REQUIRED ACTION |
Write out every line exactly, from the first line of the records below through the line that contains "width:19px; height:19px; translate:-50%".

MATERIALS PROVIDED |
[Start of section]
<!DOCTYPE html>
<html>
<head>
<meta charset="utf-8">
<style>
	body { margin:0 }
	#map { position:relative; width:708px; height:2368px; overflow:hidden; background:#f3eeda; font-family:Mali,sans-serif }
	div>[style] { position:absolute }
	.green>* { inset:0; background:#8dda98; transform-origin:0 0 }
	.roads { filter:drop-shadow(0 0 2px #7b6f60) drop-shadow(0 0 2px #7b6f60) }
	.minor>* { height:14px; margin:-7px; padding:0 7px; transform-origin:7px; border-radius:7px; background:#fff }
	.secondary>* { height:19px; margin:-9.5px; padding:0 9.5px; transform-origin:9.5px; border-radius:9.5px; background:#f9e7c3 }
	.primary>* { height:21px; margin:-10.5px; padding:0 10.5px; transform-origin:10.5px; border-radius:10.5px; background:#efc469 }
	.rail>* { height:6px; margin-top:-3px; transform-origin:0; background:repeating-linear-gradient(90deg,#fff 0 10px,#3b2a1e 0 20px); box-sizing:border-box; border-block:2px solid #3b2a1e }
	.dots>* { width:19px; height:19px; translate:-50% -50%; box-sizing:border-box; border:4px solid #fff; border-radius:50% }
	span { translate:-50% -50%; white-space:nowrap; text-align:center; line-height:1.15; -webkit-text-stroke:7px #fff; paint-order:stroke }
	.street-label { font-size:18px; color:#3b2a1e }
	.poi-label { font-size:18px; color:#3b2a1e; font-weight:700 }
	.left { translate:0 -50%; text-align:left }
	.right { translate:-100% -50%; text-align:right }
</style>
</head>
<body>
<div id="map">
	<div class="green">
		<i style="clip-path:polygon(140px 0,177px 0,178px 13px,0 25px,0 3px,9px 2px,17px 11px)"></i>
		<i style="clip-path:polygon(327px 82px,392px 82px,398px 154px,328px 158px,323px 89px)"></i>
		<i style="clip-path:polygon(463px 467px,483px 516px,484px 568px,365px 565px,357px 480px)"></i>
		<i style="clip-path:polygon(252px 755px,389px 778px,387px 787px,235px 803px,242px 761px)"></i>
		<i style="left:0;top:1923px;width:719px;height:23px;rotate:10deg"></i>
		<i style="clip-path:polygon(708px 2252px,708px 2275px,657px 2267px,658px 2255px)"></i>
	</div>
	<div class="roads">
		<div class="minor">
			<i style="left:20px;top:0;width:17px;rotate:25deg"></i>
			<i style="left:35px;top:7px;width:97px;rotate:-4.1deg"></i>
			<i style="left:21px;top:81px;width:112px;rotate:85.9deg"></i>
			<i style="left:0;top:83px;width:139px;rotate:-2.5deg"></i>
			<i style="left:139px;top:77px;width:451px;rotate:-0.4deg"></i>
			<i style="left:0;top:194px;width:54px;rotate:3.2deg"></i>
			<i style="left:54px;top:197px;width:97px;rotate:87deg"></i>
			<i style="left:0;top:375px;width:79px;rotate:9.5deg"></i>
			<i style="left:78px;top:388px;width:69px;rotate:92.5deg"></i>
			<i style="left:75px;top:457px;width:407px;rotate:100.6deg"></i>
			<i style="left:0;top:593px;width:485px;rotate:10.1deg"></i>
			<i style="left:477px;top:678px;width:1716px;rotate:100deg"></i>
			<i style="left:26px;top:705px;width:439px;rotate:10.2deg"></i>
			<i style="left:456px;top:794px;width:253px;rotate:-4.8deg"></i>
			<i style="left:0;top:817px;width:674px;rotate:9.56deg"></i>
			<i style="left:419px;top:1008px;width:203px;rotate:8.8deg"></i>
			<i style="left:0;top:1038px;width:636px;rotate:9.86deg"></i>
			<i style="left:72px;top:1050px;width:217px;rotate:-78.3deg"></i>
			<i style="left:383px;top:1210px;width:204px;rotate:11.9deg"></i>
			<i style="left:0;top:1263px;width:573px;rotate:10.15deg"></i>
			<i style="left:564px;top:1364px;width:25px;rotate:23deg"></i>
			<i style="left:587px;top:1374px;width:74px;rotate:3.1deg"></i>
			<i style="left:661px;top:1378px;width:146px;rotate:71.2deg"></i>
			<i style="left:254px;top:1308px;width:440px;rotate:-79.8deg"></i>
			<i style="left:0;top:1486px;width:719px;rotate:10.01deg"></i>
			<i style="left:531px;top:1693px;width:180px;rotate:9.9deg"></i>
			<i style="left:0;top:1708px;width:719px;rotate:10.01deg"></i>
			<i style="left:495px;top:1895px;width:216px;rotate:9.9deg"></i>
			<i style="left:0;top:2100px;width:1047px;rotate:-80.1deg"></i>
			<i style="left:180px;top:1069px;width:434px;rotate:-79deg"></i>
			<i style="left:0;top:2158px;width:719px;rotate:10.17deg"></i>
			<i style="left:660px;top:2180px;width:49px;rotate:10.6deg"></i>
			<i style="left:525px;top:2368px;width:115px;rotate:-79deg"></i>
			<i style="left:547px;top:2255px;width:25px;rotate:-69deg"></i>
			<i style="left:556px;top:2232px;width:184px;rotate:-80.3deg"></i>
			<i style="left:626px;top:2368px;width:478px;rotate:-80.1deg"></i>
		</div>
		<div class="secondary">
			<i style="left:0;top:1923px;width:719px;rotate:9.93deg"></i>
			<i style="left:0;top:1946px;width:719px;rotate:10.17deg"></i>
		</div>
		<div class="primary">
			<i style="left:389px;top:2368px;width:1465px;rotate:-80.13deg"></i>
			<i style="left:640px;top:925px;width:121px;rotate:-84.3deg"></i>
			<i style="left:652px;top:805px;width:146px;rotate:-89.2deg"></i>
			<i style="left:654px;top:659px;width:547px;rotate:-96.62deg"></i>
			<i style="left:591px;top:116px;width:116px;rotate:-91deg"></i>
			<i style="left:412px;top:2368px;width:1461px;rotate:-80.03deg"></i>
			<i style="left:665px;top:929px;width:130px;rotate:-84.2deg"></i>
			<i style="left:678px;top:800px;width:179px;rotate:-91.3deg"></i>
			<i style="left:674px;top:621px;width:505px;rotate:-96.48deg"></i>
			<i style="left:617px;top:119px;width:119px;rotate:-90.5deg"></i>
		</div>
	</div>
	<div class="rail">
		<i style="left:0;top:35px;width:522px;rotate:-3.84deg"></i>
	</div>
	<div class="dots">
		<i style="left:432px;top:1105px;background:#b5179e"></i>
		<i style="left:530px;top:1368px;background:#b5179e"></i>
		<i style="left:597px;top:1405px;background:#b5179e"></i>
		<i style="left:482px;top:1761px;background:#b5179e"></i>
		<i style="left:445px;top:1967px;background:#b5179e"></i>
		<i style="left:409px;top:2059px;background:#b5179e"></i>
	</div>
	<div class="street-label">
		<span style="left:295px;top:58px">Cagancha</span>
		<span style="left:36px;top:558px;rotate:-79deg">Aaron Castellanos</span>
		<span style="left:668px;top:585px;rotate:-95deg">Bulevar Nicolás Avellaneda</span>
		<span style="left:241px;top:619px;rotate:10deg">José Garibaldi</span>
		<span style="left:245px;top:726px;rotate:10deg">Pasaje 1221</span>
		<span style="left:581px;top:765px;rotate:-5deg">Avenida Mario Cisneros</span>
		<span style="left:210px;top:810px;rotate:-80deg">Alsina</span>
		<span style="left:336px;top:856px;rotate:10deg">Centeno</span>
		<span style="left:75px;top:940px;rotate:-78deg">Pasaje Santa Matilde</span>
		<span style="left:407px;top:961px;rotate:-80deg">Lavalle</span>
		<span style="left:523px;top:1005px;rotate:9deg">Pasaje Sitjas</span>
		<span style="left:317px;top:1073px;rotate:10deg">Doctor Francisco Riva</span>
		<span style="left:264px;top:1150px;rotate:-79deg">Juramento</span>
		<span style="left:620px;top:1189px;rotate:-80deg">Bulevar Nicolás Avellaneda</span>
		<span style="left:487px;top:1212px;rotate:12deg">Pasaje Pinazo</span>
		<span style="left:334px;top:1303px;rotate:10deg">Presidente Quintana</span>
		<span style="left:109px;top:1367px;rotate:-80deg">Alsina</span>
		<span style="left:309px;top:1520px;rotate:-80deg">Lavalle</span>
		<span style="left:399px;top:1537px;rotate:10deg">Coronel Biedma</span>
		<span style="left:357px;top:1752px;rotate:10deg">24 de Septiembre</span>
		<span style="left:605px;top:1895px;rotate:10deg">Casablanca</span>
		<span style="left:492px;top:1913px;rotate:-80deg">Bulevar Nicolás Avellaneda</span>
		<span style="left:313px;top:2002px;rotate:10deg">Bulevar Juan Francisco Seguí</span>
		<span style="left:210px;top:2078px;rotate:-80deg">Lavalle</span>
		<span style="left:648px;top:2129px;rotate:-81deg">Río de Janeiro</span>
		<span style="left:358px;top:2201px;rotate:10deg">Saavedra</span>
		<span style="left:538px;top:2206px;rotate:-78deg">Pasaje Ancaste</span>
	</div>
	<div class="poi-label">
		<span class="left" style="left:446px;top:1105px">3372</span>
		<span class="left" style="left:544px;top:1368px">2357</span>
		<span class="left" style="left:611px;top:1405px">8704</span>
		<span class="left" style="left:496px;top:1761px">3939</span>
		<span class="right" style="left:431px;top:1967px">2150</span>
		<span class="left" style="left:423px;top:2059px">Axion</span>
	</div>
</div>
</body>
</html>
[End of section]
SOLUTION BELOW |
<!DOCTYPE html>
<html>
<head>
<meta charset="utf-8">
<style>
	body { margin:0 }
	#map { position:relative; width:708px; height:2368px; overflow:hidden; background:#f3eeda; font-family:Mali,sans-serif }
	div>[style] { position:absolute }
	.green>* { inset:0; background:#8dda98; transform-origin:0 0 }
	.roads { filter:drop-shadow(0 0 2px #7b6f60) drop-shadow(0 0 2px #7b6f60) }
	.minor>* { height:14px; margin:-7px; padding:0 7px; transform-origin:7px; border-radius:7px; background:#fff }
	.secondary>* { height:19px; margin:-9.5px; padding:0 9.5px; transform-origin:9.5px; border-radius:9.5px; background:#f9e7c3 }
	.primary>* { height:21px; margin:-10.5px; padding:0 10.5px; transform-origin:10.5px; border-radius:10.5px; background:#efc469 }
	.rail>* { height:6px; margin-top:-3px; transform-origin:0; background:repeating-linear-gradient(90deg,#fff 0 10px,#3b2a1e 0 20px); box-sizing:border-box; border-block:2px solid #3b2a1e }
	.dots>* { width:19px; height:19px; translate:-50% -50%; box-sizing:border-box; border:4px solid #fff; border-radius:50% }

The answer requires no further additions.